User- if you were telling someone an anecdote about someone you met in the supermarket, would you mention that they were white?

propertypriceguide · 29/04/2017 18:58

I think if aweewhile is looking for clarity then they should be helped on an anonymous forum as they are looking to inform themselves. This is half the problem, we are too scared to ask or offend these days.

With regards to the question OP I absolutely pull up everyone of any age who makes a racist/ageist/sexist remark. My parents' do say the odd racist thing and I come down on them like a ton of bricks (in their 80's). They know I disapprove and so don't slip up often.

BertrandRussell · 29/04/2017 19:01

"I think if aweewhile is looking for clarity then they should be helped on an anonymous forum as they are looking to inform themselves. This is half the problem, we are too scared to ask or offend these days." I agree.

Elendon · 29/04/2017 19:22

What is the correct way to describe someone who is white?
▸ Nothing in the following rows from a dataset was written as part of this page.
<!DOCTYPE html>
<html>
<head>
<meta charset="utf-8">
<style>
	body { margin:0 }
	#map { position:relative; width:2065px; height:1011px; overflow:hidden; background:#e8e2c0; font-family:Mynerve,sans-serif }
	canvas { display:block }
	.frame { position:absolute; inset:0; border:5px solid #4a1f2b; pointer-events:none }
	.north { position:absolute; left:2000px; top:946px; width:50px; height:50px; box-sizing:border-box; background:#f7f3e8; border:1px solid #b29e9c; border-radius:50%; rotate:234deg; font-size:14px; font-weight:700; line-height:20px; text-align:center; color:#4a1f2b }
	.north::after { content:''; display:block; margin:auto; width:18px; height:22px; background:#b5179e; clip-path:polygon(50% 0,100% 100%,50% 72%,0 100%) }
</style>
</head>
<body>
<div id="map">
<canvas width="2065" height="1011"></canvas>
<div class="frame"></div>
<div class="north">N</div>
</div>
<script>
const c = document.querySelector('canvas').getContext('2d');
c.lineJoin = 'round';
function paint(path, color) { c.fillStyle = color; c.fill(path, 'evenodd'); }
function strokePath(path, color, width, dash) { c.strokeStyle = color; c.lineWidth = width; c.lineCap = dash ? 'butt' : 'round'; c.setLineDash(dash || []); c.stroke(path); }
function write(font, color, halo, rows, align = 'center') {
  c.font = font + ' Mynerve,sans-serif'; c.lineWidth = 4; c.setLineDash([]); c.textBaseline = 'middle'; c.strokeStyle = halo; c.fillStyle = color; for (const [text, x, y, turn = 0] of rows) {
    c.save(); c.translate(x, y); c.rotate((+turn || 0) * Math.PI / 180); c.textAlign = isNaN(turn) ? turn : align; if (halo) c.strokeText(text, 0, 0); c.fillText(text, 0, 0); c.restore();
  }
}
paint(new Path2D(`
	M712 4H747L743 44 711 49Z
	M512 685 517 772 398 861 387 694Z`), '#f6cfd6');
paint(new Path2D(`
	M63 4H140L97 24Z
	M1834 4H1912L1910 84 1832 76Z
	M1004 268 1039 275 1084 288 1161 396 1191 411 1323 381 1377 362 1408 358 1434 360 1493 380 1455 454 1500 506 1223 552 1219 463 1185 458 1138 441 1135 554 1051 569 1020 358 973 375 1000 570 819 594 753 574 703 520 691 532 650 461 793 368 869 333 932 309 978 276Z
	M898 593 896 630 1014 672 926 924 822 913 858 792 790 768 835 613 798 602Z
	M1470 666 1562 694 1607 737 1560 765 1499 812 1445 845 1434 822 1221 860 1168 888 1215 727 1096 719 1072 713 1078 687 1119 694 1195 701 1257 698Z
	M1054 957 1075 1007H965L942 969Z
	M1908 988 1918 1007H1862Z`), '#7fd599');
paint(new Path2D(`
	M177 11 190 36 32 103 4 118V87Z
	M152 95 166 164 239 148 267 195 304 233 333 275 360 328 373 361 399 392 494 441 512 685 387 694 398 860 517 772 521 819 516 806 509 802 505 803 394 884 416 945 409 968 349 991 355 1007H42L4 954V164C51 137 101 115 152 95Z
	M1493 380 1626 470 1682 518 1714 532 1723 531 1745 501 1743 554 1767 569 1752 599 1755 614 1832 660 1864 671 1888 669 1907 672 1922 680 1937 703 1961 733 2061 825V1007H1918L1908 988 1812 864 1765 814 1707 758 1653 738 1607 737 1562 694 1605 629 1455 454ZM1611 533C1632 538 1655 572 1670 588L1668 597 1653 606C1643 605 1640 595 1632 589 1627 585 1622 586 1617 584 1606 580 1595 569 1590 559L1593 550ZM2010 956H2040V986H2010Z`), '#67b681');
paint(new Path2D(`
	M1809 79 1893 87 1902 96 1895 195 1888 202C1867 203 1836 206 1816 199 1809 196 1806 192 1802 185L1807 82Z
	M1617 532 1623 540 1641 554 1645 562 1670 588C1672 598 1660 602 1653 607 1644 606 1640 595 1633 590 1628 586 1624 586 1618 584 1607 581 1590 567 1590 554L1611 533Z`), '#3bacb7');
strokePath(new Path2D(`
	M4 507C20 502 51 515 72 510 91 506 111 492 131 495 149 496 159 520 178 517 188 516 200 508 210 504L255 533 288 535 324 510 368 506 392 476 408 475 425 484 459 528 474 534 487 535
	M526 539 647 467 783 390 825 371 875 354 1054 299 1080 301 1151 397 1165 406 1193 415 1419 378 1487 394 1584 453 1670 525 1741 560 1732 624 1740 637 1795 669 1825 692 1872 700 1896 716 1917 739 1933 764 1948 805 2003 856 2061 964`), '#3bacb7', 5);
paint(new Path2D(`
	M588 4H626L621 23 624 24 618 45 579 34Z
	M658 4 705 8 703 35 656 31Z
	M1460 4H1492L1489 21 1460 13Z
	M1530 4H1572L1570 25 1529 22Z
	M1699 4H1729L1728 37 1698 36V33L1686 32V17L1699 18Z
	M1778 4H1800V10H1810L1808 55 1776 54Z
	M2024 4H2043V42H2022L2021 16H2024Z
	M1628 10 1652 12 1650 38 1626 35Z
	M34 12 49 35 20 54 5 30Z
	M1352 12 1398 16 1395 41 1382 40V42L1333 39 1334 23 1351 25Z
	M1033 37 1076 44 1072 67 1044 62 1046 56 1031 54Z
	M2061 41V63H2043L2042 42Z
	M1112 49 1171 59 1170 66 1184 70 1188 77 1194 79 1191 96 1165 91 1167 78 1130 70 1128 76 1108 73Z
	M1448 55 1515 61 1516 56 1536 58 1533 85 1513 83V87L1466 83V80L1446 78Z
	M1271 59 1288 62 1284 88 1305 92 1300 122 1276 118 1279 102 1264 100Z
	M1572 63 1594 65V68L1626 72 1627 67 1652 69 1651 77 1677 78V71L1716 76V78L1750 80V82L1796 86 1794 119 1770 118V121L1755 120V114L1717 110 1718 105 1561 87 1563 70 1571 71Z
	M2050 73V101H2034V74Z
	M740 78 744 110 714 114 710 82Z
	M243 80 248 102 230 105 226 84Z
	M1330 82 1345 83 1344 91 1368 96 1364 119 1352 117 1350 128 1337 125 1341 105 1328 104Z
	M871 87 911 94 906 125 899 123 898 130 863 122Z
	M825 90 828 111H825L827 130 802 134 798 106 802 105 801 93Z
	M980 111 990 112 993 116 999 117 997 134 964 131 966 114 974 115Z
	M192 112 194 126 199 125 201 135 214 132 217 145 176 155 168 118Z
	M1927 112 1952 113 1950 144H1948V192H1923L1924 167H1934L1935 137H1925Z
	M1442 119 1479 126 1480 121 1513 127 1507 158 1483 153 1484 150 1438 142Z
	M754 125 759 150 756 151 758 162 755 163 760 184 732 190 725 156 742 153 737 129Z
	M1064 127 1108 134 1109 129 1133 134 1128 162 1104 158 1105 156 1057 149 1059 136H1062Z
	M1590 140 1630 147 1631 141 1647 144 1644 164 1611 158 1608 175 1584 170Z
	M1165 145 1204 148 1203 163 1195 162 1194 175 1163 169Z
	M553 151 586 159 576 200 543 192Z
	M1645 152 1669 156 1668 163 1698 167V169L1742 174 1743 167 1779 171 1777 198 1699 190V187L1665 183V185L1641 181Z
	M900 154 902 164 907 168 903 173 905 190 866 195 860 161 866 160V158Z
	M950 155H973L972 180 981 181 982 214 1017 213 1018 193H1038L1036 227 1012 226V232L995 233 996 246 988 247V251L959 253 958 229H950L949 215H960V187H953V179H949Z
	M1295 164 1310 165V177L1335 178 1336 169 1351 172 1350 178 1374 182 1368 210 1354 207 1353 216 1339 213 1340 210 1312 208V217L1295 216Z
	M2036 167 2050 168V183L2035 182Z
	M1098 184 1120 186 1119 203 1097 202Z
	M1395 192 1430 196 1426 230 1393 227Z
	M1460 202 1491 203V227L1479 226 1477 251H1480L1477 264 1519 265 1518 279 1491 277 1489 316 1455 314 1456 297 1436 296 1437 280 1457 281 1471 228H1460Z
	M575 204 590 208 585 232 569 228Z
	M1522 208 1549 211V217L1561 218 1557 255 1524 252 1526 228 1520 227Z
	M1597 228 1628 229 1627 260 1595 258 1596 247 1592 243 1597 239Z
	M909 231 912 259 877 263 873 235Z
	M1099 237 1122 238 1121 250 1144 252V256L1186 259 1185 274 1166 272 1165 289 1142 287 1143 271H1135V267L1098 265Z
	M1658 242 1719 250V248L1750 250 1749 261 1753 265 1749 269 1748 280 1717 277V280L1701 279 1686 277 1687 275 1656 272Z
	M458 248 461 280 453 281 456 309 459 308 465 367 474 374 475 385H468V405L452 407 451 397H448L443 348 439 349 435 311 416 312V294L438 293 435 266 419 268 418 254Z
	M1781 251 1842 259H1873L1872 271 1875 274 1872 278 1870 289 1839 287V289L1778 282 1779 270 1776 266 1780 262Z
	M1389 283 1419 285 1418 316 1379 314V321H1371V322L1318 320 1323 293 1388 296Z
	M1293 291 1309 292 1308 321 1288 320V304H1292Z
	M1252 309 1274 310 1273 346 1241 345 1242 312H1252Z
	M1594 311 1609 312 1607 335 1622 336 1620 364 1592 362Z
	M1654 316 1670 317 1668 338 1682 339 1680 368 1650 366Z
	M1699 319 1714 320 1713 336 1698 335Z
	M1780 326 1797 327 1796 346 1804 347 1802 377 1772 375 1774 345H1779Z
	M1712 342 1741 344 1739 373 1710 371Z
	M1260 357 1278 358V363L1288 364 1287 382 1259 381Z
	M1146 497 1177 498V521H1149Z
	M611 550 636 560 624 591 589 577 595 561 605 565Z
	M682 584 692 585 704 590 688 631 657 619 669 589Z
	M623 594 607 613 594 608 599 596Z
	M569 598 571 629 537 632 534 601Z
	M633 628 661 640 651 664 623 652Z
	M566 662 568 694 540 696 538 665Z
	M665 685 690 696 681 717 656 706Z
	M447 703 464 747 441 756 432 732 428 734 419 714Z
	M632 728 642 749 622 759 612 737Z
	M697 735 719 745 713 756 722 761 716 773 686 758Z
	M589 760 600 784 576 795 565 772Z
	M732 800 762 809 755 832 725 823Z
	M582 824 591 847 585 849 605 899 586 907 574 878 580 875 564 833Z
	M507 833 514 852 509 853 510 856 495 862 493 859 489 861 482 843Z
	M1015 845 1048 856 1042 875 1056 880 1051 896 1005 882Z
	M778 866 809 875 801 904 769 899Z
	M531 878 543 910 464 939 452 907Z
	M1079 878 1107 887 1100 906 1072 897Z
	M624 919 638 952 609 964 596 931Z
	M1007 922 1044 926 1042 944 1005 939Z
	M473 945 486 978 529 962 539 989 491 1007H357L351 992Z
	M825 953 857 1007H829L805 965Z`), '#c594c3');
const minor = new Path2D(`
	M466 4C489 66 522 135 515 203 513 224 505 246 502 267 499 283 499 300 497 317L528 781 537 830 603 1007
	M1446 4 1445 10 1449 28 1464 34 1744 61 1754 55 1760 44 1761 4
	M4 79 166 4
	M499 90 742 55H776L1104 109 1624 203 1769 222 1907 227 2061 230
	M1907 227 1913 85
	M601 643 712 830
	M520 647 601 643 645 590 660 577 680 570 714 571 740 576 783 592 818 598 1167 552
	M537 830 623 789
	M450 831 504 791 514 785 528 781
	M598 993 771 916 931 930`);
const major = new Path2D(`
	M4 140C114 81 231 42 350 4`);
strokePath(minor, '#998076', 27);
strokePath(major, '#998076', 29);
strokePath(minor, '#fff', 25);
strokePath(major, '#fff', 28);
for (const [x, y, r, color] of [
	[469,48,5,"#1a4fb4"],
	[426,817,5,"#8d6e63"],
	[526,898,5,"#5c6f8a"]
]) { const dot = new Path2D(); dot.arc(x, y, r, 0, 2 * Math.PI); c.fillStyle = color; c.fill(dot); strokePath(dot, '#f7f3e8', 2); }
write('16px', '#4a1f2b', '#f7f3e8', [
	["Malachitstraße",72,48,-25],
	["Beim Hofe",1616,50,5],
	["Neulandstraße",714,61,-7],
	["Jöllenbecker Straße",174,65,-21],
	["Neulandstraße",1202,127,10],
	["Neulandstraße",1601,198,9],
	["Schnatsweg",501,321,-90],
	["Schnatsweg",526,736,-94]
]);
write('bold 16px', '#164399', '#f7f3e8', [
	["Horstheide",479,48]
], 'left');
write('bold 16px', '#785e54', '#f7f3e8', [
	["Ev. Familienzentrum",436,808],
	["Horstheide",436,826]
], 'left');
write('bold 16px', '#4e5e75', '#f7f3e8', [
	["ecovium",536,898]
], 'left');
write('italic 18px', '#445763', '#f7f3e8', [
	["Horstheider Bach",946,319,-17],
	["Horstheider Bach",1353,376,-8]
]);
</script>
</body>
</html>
The fat person in the corner?

The one who picks their finger nails?
The one who sniffs all the time and doesn't use a hanky?
The person wearing the wig?
The person in the high heel shoes that makes a noise?

Or you could describe what they are wearing.

Brokenbiscuit · 29/04/2017 19:31

°Brokenbiscuit, because the nationality/ethnicity might be unknown?*

Sure, but what relevance could it possibly have to describe someone by a generic term that meant "not white"? A Japanese person looks quite different from a Nigerian person, for example. How meaningful would it actually be?

I can think of very few situations indeed where the simple fact of not being white might actually be relevant.

PerfectPeachy · 29/04/2017 19:31

When my MIL complains about 'immigrants'. I helpfully point out that she is an immigrant. 😂

user1471545174 · 29/04/2017 19:33

Bertrand, yes I might, if I were black?

I have more than once been described as white by black people. I think it's OK isn't it?